A journey from Lofoten to Nordkapp

For centuries the journey to Nordkapp in Norway, the far and windswept end of mainland Europe, has been one surrounded by mythic awe.

Day 1: Welcome to the Arctic Circle

I am above the Arctic Circle but the landscape outside is lush. It is bursting with every nuance of green, patches of yellow, white and blue flowers sprinkled in the fields. Having flown from the city of Bodø in northern Norway, I have landed on the tiny runway of Svolvær Airport – a strip so unnervingly short one does not see land under the wheels of the plane before touching ground. It is mid-June, and I am at the first stop of my journey to the North Cape: the archipelago of Lofoten, in the Norwegian county of Nordland. It is a place of unrivalled beauty, with pointy mountaintops (some covered with a powdery lawyer of snow despite Midsummer being just around the corner), majestic fiords, and quaint fishing villages dating more than a thousand years back.

I am 1.364 km from the capital of Oslo and in the in-flight magazine I just read a gloomy article depicting how in 2020, 75 % of all Norwegians will have moved to urban areas, leaving the country’s large expanses of nature virtually desolate of people. Taking in the first sights of Lofoten, home to 24.000 people in total, it is hard to imagine anyone wanting to leave this place, though. And as Kristian Nashoug, my local guide from Destination Lofoten, reassures me when we meet outside the airport, Lofoten is in no danger of being deserted of inhabitants anytime soon. In fact, the main city of the archipelago, Svolvær, with a population of about 4.200, boasts a surprisingly large number of young families and industrious creative settlers.

“Many of those who grew up here come back to live with their families after studying in the larger cities of Norway,” Kristian tells me.

“It’s just a wonderful place to live, with a nice sense of community feeling and cosy cafes in Svolvær.”

He and his wife moved here from Oslo a little over two years ago. They now have a four-month-old son and could not imagine living elsewhere.

“Lofoten takes hold of you,” muses Kristian, an avid hiker and rock climber, on the drive to Svolvær.

Svolvær was first mentioned in writing in 1567, as Suoluer, but the city is much older – the neighbouring town of Kabelvåg, for instance, has been home to settlers since the Stone Age. The Old Norse form of the name is assumed to be Svǫlver, the first element probably being derived from svalr, which means ‘cool’ or ‘chilly’, and the last element ver, which means ‘fishing village’. The fishing industry is still big here, although the number of people engaged in tourism is beginning to rival that of those harvesting the sea. And then of course, as everywhere in Norway, there are those who work in the oil industry.

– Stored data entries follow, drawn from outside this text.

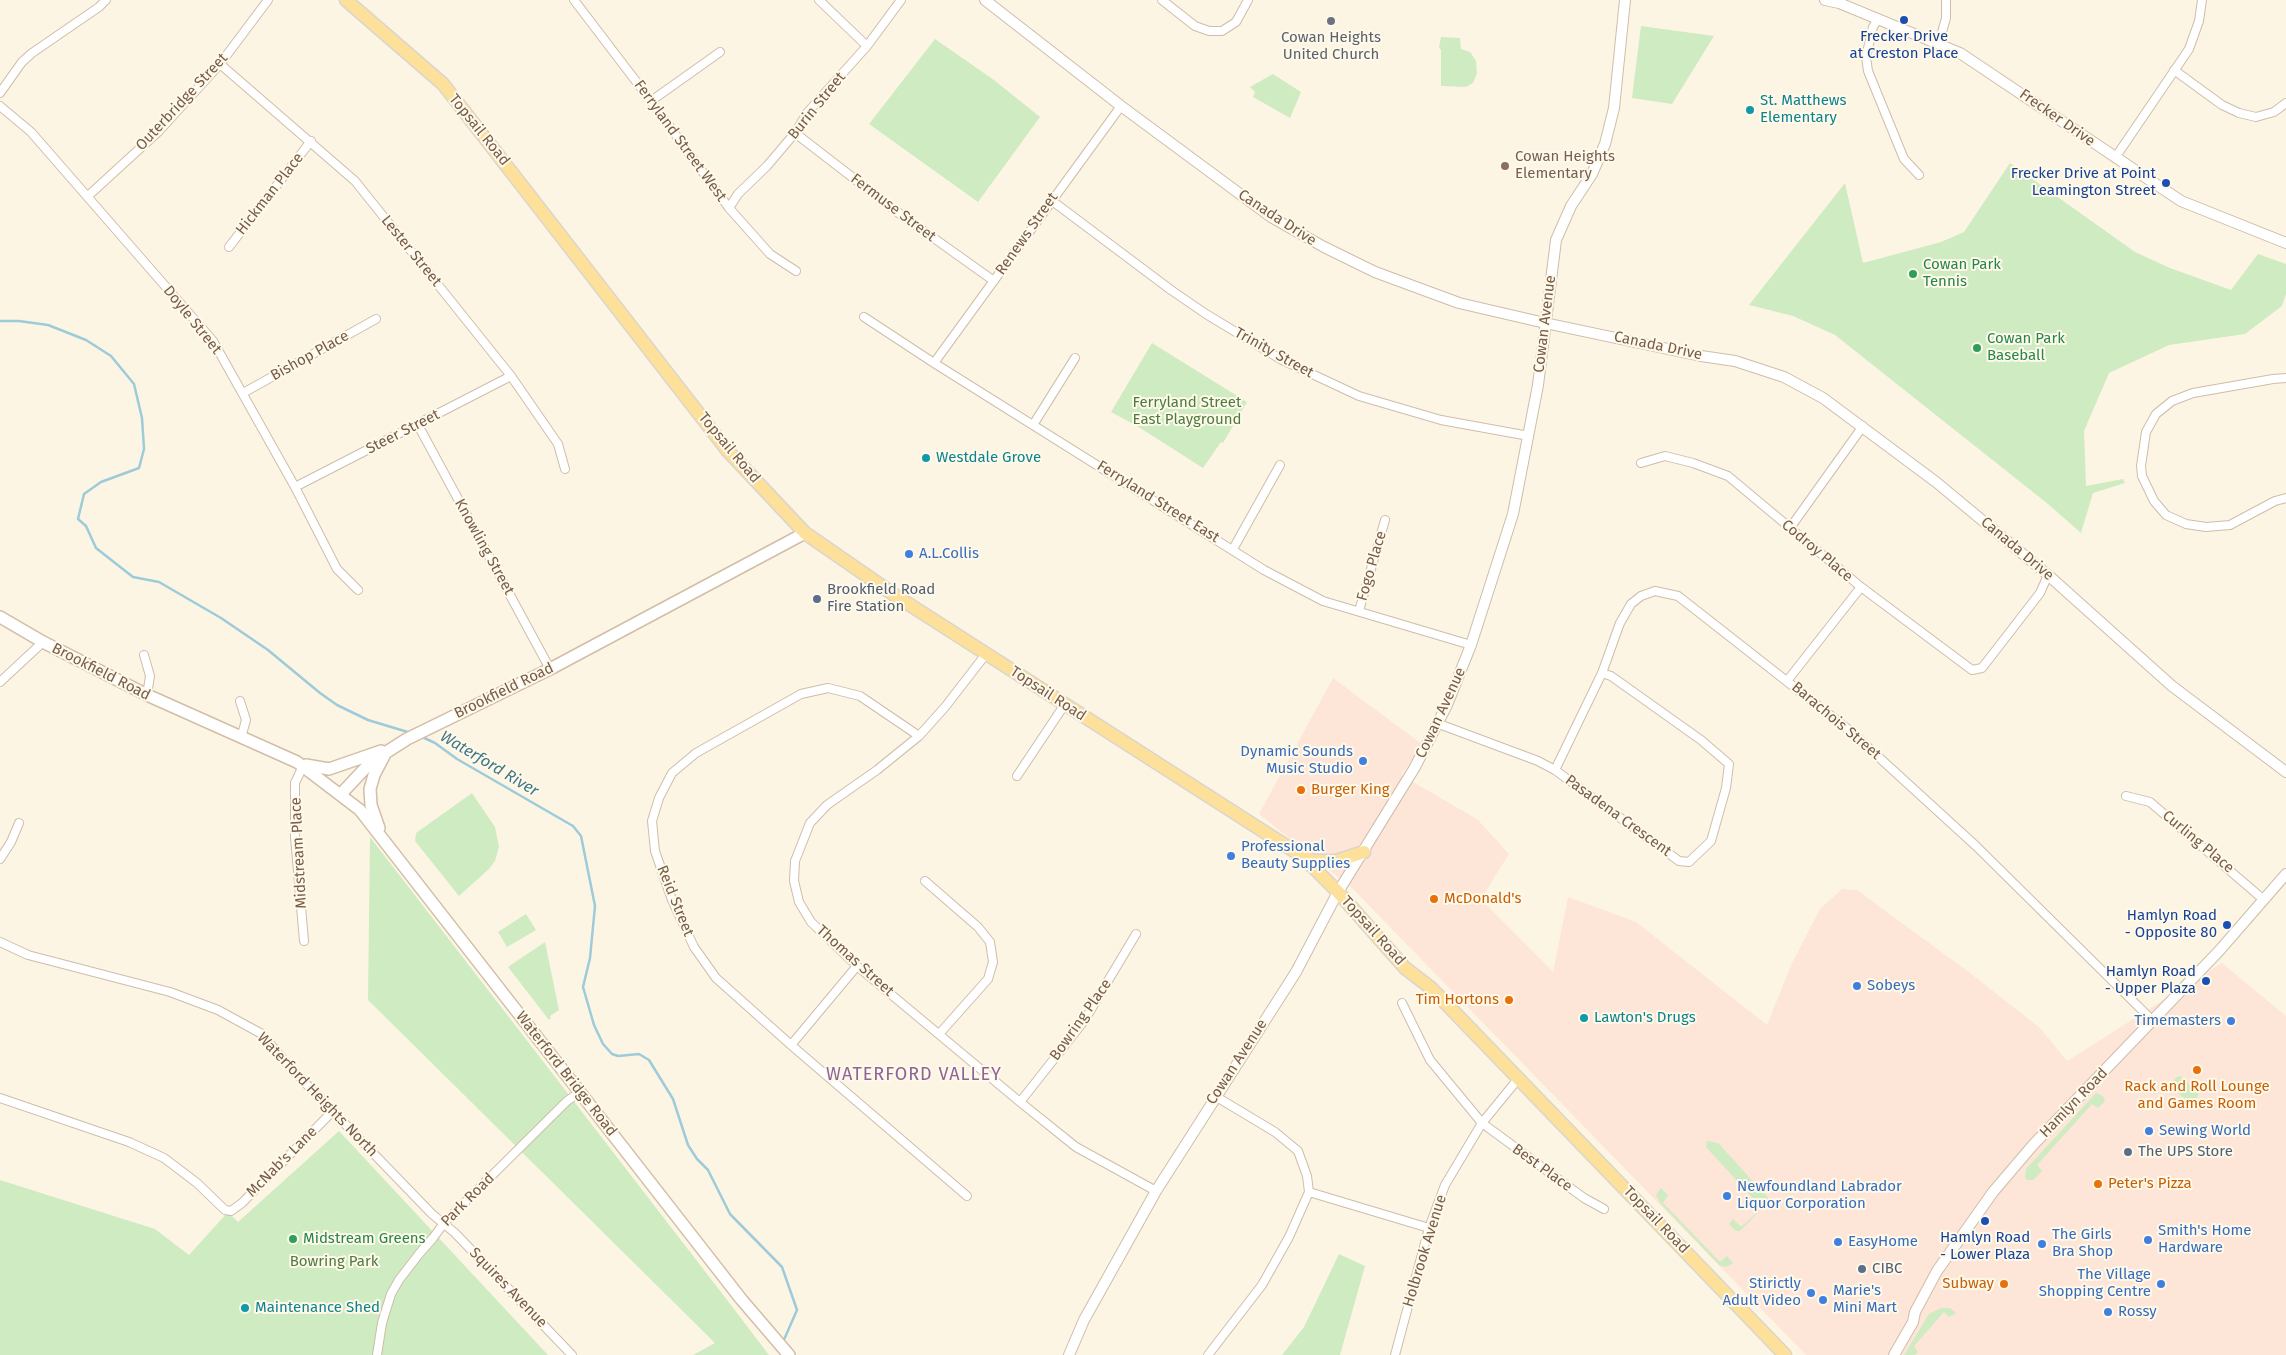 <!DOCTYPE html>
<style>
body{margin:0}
canvas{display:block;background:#fdf5e4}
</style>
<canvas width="2286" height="1355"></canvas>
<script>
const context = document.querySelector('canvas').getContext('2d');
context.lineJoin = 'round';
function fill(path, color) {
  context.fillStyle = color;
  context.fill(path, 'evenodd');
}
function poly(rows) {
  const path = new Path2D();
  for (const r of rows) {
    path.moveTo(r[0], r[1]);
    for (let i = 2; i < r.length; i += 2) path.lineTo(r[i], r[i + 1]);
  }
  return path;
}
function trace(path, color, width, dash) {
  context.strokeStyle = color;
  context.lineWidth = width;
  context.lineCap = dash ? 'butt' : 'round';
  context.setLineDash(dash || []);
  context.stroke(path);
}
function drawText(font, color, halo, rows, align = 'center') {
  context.font = font + ' "Fira Sans",sans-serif';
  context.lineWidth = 4;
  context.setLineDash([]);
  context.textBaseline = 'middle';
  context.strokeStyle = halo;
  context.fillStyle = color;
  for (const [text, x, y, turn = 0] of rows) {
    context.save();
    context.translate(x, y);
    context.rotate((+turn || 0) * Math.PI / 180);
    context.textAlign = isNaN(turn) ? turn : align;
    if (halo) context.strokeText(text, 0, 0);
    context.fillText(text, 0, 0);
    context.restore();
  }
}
const commercial = poly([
 [1333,678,1423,745,1401,775,1477,819,1509,854,1481,899,1553,972,1568,897,1636,922,1767,1025,1792,963,1820,909,1842,889,1857,890,1970,973,2040,1028,2067,1061,2222,963,2286,1016,2286,1355,1806,1355,1352,888,1259,814]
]);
const green = poly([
 [1641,26,1714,36,1672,104,1632,98],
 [1441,37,1460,38,1461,49,1470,52,1476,61,1477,73,1473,83,1466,87,1441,86,1441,50,1439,47],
 [935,39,994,80,1040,117,978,202,869,124],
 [1273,74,1301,92,1290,118,1253,97,1255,92,1250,87],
 [2010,163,2135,252,2170,268,2231,290,2258,254,2286,264,2286,294,2282,306,2245,334,2169,345,2109,373,2084,431,2086,486,2123,479,2125,483,2093,493,2081,533,2048,504,1835,335,1793,316,1749,305,1845,183,1863,263,1941,242,1964,232],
 [1152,343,1247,402,1223,443,1221,442,1203,468,1137,426,1111,412],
 [472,793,495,827,499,847,495,861,489,869,459,896,415,841,416,833],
 [370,837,724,1296,769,1355,693,1355,715,1343,368,1000],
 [526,914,536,930,507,947,498,932],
 [545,942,559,1010,550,1016,551,1018,549,1020,508,967],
 [2181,1076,2199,1094,2188,1111,2184,1109,2189,1103,2170,1085,2177,1077],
 [2096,1093,2103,1096,2105,1101,2098,1108,2092,1104,2037,1165,2042,1171,2033,1180,2027,1180,2025,1177,2026,1169],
 [339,1131,548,1355,0,1355,0,1180,155,1229,189,1255,228,1212,238,1222],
 [1707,1141,1718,1143,1770,1200,1740,1231,1736,1231,1729,1224,1733,1219,1741,1227,1762,1208,1706,1147],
 [1661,1188,1668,1195,1663,1203,1720,1262,1727,1256,1733,1263,1732,1264,1726,1267,1719,1265,1661,1204,1656,1195],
 [1339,1254,1365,1266,1340,1355,1282,1355,1304,1327],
 [1941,1308,1950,1308,1956,1313,1949,1317,1944,1312,1914,1346,1918,1352,1915,1355,1904,1355,1929,1314]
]);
const stream = poly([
 [0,321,19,321,48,325,86,340,111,356,134,384,142,418,144,449,139,468,101,482,84,494,78,519,86,526,96,548,133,577,159,582,221,618,268,650,320,693,337,705,368,720,411,733],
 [420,736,435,743,457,759,573,826,581,836,595,906,590,958,583,987,594,1025,603,1044,612,1054,618,1056,639,1054,649,1060,673,1099,688,1145,697,1159,708,1170,730,1214,782,1267,797,1310,783,1342]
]);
const minor = poly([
 [574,0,651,101,729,208,770,254,796,271],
 [819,0,867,46],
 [1162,0,1195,26,1209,31,1222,31,1236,22,1248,0],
 [1878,19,1873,27,1866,57,1868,71,1904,159,1919,175],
 [1939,43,1946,18,1946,0],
 [220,64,355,181,511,376,558,444,565,469],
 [2174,70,2222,105,2239,113,2256,117,2274,112,2286,103],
 [0,93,22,62,32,53,99,7,106,0],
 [651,101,720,52],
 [0,106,31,132,213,341,295,487,337,569,358,590],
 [795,133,900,214,994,281],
 [2115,158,2189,49,2199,21,2202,0],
 [88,196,159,131,220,64,268,0],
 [1051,200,1171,290,1206,314,1282,360,1359,396,1441,420,1529,436],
 [729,208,738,194,767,166,795,133,807,113,867,46,901,0],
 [229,247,311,141],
 [864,317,934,363,1264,570,1323,601,1471,645],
 [934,363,1121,106],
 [2286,378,2273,379,2193,393,2172,401,2156,414,2146,432,2141,466,2142,476,2154,501,2166,515,2186,524,2206,527,2230,525,2275,501,2286,498],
 [243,393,376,319],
 [418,425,550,669],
 [1033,425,1075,358],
 [1641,463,1665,456,1693,463,1728,476,1861,587,1972,670,1982,668,2040,593,2048,575],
 [295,487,511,376],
 [1790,528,1863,426],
 [1233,549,1280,465],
 [1359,611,1385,520],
 [986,654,945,707,919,736,877,770,827,805,810,823,795,861,794,881,799,902,811,922,857,966,1020,1102,1076,1147,1156,1191],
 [144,655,150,676,147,695],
 [1787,681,1861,587],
 [0,682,43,642],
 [240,701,246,720,241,738],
 [1439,724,1538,761,1555,770,1679,861,1689,862,1711,841,1726,788,1729,764,1701,740,1611,676,1602,673],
 [919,736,860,696,828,688,801,694,696,753,672,773,659,798,652,821,655,851,672,900,694,947,716,978,791,1045,967,1196],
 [303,766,295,783,295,837,304,941],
 [1555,770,1602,673,1620,623,1631,604,1641,596,1655,591,1678,596,1849,730,1976,846,2152,1020],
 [1017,776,1065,704],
 [2126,796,2150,802,2264,900],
 [0,859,11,842,19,823],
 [925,881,978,927,990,942,993,962,988,979,940,1033],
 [0,942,28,955,170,992,218,1010,262,1034,287,1064,432,1214,455,1233,572,1355],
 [1402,1003,1430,1060,1482,1123,1584,1198,1604,1209],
 [791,1045,857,966],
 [0,1098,129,1142,164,1158,197,1183,225,1210,231,1211,242,1203,332,1112],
 [1020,1102,1084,1021,1136,934],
 [1309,1192,1429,1228],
 [377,1355,382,1323,391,1294,399,1280,419,1254,433,1238,444,1223,567,1101,580,1092],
 [1208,1355,1262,1285,1289,1237,1309,1192,1307,1176,1298,1151,1275,1132,1215,1096],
 [1395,1355,1429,1228,1445,1185,1482,1123,1518,1079]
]);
const tertiary = poly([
 [985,0,1121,106,1271,217,1324,247,1375,272,1459,303,1545,323,1701,356,1735,361,1784,377,1823,398,1936,482,2048,575,2172,686,2286,772],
 [1825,0,1839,3,1960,53,2181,201,2286,243],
 [1069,1355,1084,1320,1156,1191,1296,972,1338,892,1415,767,1447,705,1471,645,1513,514,1538,385,1556,240,1571,206,1592,174,1605,144,1614,108,1625,0],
 [1894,1355,1913,1322,1915,1312,1937,1271,1993,1192,2033,1145,2219,951,2286,874]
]);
const secondary = poly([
 [0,617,43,642,147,695,297,762,360,810,741,1299,789,1355],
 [306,765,329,769,381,751],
 [341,794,371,762,407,739,550,669,805,533],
 [379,828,371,805,370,789,374,775,384,756]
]);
const primary = poly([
 [346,0,443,84,727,450,805,533,896,596,1302,856,1338,892,1405,968,1431,988,1785,1355],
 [1304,857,1314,861,1336,861,1364,852]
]);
const markers = [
 [1904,20,5,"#1a4fb4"],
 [1331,21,5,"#6b7280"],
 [1750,110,5,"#0f9aa8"],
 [1505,166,5,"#8d6e63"],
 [2166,183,5,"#1a4fb4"],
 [1913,274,5,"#2e9e5b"],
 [1977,348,5,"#2e9e5b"],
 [926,458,5,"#0f9aa8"],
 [909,554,5,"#3f7fe0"],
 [817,599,5,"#5c6f8a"],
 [1363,761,5,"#3f7fe0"],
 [1301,790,5,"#e8710a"],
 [1231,856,5,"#3f7fe0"],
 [1434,899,5,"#e8710a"],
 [2227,925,5,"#1a4fb4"],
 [2206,981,5,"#1a4fb4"],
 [1857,986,5,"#3f7fe0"],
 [1509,1000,5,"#e8710a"],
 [1584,1018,5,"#0f9aa8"],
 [2231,1021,5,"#3f7fe0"],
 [2197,1070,5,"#e8710a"],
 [2149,1131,5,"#3f7fe0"],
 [2128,1152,5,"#5c6f8a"],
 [2098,1184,5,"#e8710a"],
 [1727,1196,5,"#3f7fe0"],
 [1985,1221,5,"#1a4fb4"],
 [293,1239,5,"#2e9e5b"],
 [2148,1240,5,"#3f7fe0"],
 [1838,1242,5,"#3f7fe0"],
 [2042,1244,5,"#3f7fe0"],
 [1862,1269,5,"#5c6f8a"],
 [2004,1284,5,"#e8710a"],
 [2161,1284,5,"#3f7fe0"],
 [1811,1293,5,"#3f7fe0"],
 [1823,1300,5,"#3f7fe0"],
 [245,1308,5,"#0f9aa8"],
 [2108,1312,5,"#3f7fe0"]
];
const transitNames = [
 ["Frecker Drive",1904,37,"center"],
 ["at Creston Place",1904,54,"center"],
 ["Frecker Drive at Point",2156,174],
 ["Leamington Street",2156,191],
 ["Hamlyn Road",2217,916],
 ["- Opposite 80",2217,933],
 ["Hamlyn Road",2196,972],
 ["- Upper Plaza",2196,989],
 ["Hamlyn Road",1985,1238,"center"],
 ["- Lower Plaza",1985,1255,"center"]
];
const worshipNames = [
 ["Cowan Heights",1331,38],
 ["United Church",1331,55]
];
const cultureNames = [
 ["St. Matthews",1760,101],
 ["Elementary",1760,118],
 ["Westdale Grove",936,458],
 ["Lawton's Drugs",1594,1018],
 ["Maintenance Shed",255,1308]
];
const streetNames = [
 ["Outerbridge Street",182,102,-47],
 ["Burin Street",817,106,-51],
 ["Frecker Drive",2057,118,35],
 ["Topsail Road",479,130,51],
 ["Ferryland Street West",680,141,54],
 ["Hickman Place",270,194,-52],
 ["Fermuse Street",893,208,37],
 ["Canada Drive",1277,218,33],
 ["Renews Street",1027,234,-55],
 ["Lester Street",411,251,51],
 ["Doyle Street",192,320,51],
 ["Cowan Avenue",1545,324,-83],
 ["Canada Drive",1658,346,12],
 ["Trinity Street",1274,353,29],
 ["Bishop Place",310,356,-29],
 ["Steer Street",403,432,-27],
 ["Topsail Road",729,448,50],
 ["Ferryland Street East",1158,502,32],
 ["Knowling Street",484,547,61],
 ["Canada Drive",2017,549,40],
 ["Codroy Place",1817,551,40],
 ["Fogo Place",1372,566,-74],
 ["Brookfield Road",101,672,27],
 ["Brookfield Road",504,691,-26],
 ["Topsail Road",1048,694,33],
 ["Cowan Avenue",1441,713,-65],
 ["Barachois Street",1836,721,40],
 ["Pasadena Crescent",1618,816,36],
 ["Curling Place",2198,842,40],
 ["Midstream Place",299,853,-93],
 ["Reid Street",675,901,68],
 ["Topsail Road",1373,931,48],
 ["Thomas Street",855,961,42],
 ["Bowring Place",1081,1020,-55],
 ["Cowan Avenue",1237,1062,-57],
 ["Waterford Bridge Road",566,1074,52],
 ["Waterford Heights North",317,1095,46],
 ["Hamlyn Road",2074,1103,-46],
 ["McNab's Lane",282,1162,-45],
 ["Best Place",1542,1168,36],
 ["Park Road",468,1200,-45],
 ["Topsail Road",1656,1220,46],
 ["Holbrook Avenue",1425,1251,-73],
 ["Squires Avenue",508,1288,46]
];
const educationNames = [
 ["Cowan Heights",1515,157],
 ["Elementary",1515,174]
];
const leisureNames = [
 ["Cowan Park",1923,265],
 ["Tennis",1923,282],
 ["Cowan Park",1987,339],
 ["Baseball",1987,356],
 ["Midstream Greens",303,1239]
];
const parkNames = [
 ["Ferryland Street",1187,403],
 ["East Playground",1187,420],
 ["Bowring Park",334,1262]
];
const shopNames = [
 ["A.L.Collis",919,554],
 ["Dynamic Sounds",1353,752,"right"],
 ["Music Studio",1353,769,"right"],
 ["Professional",1241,847],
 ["Beauty Supplies",1241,864],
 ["Sobeys",1867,986],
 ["Timemasters",2221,1021,"right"],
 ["Sewing World",2159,1131],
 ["Newfoundland Labrador",1737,1187],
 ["Liquor Corporation",1737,1204],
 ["Smith's Home",2158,1231],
 ["Hardware",2158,1248],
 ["The Girls",2052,1235],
 ["Bra Shop",2052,1252],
 ["EasyHome",1848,1242],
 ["The Village",2151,1275,"right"],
 ["Shopping Centre",2151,1292,"right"],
 ["Stirictly",1801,1284,"right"],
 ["Adult Video",1801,1301,"right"],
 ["Marie's",1833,1291],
 ["Mini Mart",1833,1308],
 ["Rossy",2118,1312]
];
const serviceNames = [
 ["Brookfield Road",827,590],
 ["Fire Station",827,607],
 ["The UPS Store",2138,1152],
 ["CIBC",1872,1269]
];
const foodNames = [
 ["Burger King",1311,790],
 ["McDonald's",1444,899],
 ["Tim Hortons",1499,1000,"right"],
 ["Rack and Roll Lounge",2197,1087,"center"],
 ["and Games Room",2197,1104,"center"],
 ["Peter's Pizza",2108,1184],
 ["Subway",1994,1284,"right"]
];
const waterNames = [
 ["Waterford River",489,764,31]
];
const quarterNames = [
 ["WATERFORD VALLEY",914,1075]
];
fill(commercial, '#fde6d7');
fill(green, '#cfebc2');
trace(stream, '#9ecbd9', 2.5);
trace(minor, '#cebdaa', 10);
trace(tertiary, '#cebdaa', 12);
trace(secondary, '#d2bea7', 14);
trace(primary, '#dbd5d0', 15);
trace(minor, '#fff', 8);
trace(tertiary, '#fff', 10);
trace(secondary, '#fff', 11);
trace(primary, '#fde09a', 12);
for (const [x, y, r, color] of markers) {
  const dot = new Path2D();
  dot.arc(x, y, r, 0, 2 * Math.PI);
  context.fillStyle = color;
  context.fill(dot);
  trace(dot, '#fff9ea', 2);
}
drawText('15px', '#164399', '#fff9ea', transitNames, 'right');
drawText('15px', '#5b616d', '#fff9ea', worshipNames);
drawText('15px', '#0d838f', '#fff9ea', cultureNames, 'left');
drawText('15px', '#765c49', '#fff9ea', streetNames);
drawText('15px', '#785e54', '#fff9ea', educationNames, 'left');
drawText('15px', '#27864d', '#fff9ea', leisureNames, 'left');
drawText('15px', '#4d7c40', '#fff9ea', parkNames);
drawText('15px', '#366cbe', '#fff9ea', shopNames, 'left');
drawText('15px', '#4e5e75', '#fff9ea', serviceNames, 'left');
drawText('15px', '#c56008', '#fff9ea', foodNames, 'left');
drawText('italic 16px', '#41788a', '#fff9ea', waterNames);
context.letterSpacing = '1px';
drawText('18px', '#8c6499', '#fff9ea', quarterNames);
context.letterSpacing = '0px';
</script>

In Svolvær Kristian points to a piece of graffiti along the road. “No to the oil industry!” it exclaims in black letters. But someone has added a few words in red so that it now reads: “No to protesters against the oil industry!” The oil industry in Norway is Europe’s largest and has made many a Norwegian very, very wealthy. But some people believe that the money flow has also created an unnatural divide between rich and poor in the country that has, like its Scandinavian neighbours, always prided itself on a society based on equality.